Asus gives no specs directly, but the article does say that its based on Intel's ClassmatePC architiecture. The ClassmatePC page indicates specs as a 900mhz Pentium M with 400fsb and no L2 cache (seems to be a "Shelton" core), a 915 chipset, 256mb RAM, and a screen resolution of 800x480.

If the Asus kit meets this, its not too shabby. Its not directly comparable to a cheap-o laptop since its smaller and seems to meant for a more rough-and-tumble lifestyle.

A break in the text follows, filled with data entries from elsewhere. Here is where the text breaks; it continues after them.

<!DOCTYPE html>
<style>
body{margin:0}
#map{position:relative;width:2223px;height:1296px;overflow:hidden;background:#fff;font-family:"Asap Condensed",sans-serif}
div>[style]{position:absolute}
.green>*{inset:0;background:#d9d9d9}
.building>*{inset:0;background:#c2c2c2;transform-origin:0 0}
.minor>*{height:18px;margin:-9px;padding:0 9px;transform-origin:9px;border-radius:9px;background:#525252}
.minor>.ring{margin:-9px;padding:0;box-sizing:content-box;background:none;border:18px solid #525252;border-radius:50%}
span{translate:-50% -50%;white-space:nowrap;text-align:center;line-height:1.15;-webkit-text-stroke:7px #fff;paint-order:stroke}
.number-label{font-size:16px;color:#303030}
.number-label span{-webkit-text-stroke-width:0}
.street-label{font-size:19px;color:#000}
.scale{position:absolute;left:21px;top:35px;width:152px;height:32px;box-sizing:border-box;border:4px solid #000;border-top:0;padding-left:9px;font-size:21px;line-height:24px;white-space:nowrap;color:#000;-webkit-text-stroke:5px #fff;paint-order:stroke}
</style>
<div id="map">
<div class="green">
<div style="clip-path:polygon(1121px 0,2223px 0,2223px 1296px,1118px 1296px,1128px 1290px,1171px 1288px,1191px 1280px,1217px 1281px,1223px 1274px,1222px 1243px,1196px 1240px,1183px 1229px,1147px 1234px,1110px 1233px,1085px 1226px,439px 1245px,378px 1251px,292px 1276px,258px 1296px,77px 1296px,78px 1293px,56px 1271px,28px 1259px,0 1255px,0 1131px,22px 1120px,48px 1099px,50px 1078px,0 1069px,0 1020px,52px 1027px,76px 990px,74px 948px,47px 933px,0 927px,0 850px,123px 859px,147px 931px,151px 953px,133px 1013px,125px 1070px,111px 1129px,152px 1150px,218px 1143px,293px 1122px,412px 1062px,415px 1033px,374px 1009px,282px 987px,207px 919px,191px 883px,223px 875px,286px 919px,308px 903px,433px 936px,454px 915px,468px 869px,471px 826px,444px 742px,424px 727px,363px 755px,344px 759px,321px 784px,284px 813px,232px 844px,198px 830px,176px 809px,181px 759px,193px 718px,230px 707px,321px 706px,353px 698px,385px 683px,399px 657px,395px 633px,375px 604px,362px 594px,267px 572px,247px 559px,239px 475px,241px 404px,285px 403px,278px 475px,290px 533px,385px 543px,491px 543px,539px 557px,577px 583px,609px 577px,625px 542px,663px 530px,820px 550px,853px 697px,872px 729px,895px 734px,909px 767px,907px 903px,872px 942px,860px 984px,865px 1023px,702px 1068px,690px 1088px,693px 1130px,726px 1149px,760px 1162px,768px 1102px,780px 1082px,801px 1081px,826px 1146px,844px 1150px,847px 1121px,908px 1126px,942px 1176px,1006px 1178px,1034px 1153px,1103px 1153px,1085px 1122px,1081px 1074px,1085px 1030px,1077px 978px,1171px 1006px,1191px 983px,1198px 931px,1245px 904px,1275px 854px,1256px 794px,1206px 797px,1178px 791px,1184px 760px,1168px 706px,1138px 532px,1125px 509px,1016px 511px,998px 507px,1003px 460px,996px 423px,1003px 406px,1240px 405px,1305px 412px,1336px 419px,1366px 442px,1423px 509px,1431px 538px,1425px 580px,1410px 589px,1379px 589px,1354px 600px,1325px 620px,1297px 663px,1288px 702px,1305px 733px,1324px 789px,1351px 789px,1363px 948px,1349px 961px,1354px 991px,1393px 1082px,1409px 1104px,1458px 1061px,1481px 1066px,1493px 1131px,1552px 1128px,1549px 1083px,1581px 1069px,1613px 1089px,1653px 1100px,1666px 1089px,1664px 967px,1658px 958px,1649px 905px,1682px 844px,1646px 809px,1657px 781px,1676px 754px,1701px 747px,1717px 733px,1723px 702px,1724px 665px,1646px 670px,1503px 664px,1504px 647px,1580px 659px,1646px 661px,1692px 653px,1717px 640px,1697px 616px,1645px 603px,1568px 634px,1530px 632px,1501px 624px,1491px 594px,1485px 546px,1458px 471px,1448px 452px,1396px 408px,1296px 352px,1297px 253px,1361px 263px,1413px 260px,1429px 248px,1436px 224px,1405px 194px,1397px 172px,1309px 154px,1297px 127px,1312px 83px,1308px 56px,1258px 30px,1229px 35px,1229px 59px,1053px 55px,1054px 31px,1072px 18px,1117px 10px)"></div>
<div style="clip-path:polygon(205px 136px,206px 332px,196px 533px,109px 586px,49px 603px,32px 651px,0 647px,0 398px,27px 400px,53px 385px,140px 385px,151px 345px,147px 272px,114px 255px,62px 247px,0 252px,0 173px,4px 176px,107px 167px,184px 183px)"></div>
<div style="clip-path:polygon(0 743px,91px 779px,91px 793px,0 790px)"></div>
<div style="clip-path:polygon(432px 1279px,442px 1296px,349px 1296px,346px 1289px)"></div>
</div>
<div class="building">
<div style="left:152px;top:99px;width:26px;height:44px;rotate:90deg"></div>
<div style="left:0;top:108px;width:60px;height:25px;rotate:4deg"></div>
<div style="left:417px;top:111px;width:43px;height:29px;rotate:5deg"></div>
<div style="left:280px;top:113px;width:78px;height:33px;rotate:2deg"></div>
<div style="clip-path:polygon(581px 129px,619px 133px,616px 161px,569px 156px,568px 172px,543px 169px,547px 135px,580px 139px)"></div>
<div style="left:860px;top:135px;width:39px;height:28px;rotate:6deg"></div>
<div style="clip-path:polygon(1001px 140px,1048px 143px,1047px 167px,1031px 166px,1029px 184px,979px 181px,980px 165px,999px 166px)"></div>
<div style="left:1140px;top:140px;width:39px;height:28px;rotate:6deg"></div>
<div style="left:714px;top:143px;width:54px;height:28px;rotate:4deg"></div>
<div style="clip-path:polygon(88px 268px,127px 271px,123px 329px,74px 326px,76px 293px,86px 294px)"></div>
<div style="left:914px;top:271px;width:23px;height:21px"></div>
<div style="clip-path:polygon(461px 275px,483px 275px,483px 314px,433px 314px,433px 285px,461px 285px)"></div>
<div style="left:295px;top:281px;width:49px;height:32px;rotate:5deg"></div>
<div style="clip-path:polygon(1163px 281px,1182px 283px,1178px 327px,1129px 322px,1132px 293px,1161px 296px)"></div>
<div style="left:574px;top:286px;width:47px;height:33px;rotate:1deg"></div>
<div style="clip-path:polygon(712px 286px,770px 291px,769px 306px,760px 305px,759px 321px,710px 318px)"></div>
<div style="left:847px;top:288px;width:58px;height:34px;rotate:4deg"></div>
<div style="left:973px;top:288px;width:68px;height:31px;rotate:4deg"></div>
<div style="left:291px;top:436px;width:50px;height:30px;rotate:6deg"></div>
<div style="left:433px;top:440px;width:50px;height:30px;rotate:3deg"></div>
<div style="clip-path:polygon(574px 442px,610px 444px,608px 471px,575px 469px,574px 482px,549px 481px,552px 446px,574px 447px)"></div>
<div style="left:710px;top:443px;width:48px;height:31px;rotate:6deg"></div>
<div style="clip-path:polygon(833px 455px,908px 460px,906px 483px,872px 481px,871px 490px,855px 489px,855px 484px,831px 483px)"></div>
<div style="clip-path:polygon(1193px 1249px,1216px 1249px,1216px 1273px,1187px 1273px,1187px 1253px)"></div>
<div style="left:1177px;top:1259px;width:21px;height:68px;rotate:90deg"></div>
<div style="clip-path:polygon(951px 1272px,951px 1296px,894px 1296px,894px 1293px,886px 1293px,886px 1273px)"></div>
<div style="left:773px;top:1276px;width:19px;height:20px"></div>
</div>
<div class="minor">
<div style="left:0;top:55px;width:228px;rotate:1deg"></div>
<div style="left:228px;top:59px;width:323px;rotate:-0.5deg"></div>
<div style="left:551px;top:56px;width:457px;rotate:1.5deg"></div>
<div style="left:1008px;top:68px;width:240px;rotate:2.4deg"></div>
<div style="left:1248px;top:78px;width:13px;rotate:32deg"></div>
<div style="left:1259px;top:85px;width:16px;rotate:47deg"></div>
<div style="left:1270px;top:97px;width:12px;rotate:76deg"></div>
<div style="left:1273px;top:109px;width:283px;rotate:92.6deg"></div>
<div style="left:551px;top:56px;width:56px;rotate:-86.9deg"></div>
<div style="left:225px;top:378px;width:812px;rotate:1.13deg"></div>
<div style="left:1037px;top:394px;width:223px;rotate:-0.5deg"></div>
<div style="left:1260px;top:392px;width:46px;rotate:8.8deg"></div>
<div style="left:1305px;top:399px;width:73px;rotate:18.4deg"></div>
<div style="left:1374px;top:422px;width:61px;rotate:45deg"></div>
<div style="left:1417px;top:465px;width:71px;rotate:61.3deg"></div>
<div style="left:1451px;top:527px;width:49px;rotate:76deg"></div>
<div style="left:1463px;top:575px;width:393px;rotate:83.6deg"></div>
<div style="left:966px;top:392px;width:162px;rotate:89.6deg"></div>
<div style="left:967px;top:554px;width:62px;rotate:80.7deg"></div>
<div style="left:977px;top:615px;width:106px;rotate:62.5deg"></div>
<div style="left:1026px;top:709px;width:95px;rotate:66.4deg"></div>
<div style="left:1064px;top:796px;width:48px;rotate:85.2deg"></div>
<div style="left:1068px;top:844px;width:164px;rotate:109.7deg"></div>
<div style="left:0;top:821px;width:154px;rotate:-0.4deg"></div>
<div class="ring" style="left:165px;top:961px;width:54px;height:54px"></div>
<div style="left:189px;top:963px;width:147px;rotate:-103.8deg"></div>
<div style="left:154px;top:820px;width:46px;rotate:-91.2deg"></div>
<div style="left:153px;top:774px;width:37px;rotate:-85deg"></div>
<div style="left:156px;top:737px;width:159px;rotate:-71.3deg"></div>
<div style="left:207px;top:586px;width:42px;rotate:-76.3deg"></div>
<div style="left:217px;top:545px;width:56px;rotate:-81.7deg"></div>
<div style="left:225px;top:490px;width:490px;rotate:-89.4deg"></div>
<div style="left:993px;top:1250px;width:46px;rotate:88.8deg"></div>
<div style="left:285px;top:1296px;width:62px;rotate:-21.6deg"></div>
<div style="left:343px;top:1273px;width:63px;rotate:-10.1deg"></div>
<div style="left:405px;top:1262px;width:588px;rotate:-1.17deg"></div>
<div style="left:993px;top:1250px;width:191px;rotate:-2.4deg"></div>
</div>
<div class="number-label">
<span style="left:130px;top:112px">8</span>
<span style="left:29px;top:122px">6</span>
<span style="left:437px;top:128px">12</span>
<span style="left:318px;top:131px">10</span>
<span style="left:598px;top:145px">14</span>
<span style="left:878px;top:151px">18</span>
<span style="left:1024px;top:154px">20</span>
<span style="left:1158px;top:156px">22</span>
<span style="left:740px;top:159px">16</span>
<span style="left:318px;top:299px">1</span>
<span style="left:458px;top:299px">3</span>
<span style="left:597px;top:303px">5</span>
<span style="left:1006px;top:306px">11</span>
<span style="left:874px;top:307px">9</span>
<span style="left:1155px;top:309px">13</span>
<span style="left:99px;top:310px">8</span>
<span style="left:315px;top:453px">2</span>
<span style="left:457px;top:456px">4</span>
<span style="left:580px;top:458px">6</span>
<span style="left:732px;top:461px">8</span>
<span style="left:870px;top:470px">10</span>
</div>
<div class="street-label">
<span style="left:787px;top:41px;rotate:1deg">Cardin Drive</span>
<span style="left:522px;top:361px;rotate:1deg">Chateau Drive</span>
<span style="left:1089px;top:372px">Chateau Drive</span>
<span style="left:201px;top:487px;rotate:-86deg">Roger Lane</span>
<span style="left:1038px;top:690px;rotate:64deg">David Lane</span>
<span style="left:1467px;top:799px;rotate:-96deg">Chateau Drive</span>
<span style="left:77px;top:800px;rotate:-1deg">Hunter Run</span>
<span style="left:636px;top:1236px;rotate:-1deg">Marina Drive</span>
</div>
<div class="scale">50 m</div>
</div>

7" is a bit small, it would be nice to have a 10" screen on the more expensive models. But the cost of LCDs has more to do with surface area than any other factor. The 915 IGP is nice though, since the drivers are open and its well supported under linux with, AFAIK, hardware acceleration of OpenGL.

Reply Score: 1

Is this connected?
by james_parker on Wed 18th Apr 2007 20:10 UTC
james_parker
Member since:
2005-06-29

I wonder if this has any connection to the UMPC talk that Intel gave today:

http://www.trustedreviews.com/cpu-memory/news/2007/04/18/IDF-Spring...

From that article:

"Vendors selling them will be from [...] Asus [and others ...], and will be available over the summer. The UMPC that was demoed featured a cool thumbnail based interface called Glide, and there will be version running on Windows and Linux."

Reply Score: 1

Sure!
by yakirz on Wed 18th Apr 2007 20:17 UTC
yakirz
Member since:
2006-05-11

I'll take one... just throw on something like Xubuntu, keep it simple.

Edited 2007-04-18 20:18

Reply Score: 1

This would be it
by oelewapperke on Wed 18th Apr 2007 20:54 UTC
oelewapperke
Member since:
2006-10-16

http://www.engadget.com/2006/05/04/intels-eduwise-low-cost-pc-revea...

I just hope they do make a tablet out of it. If it will run a snes emulator, I'll probably buy one.